* _DESCRIPTION OF THE TASK_:
The answer is the data below, repeated exactly, with no pictures included.

==== RAW DATA

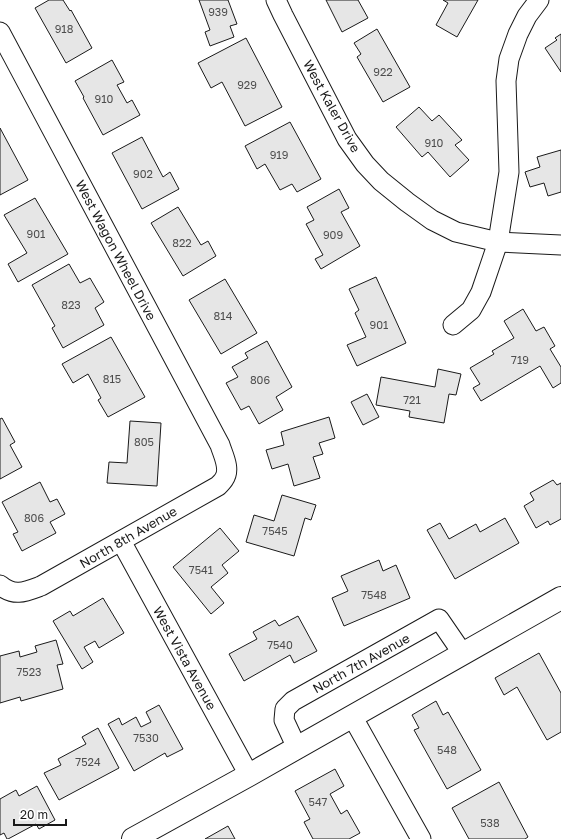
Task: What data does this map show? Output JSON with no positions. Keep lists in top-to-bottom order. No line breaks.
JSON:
{"streets":{"street":["West Kaler Drive","West Wagon Wheel Drive","North 8th Avenue","West Vista Avenue","North 7th Avenue"]},"crossings":[["West Wagon Wheel Drive","North 8th Avenue"],["North 8th Avenue","West Vista Avenue"]],"house_numbers":["939","918","922","929","910","910","919","902","901","909","822","823","814","901","719","815","806","721","805","806","7545","7541","7548","7540","7523","7530","548","7524","547","538"],"scale_bar":"20 m"}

========

* _ANSWER BELOW_:
Task: What data does this map show? Output JSON with no positions. Keep lists in top-to-bottom order. No line breaks.
JSON:
{"streets":{"street":["West Kaler Drive","West Wagon Wheel Drive","North 8th Avenue","West Vista Avenue","North 7th Avenue"]},"crossings":[["West Wagon Wheel Drive","North 8th Avenue"],["North 8th Avenue","West Vista Avenue"]],"house_numbers":["939","918","922","929","910","910","919","902","901","909","822","823","814","901","719","815","806","721","805","806","7545","7541","7548","7540","7523","7530","548","7524","547","538"],"scale_bar":"20 m"}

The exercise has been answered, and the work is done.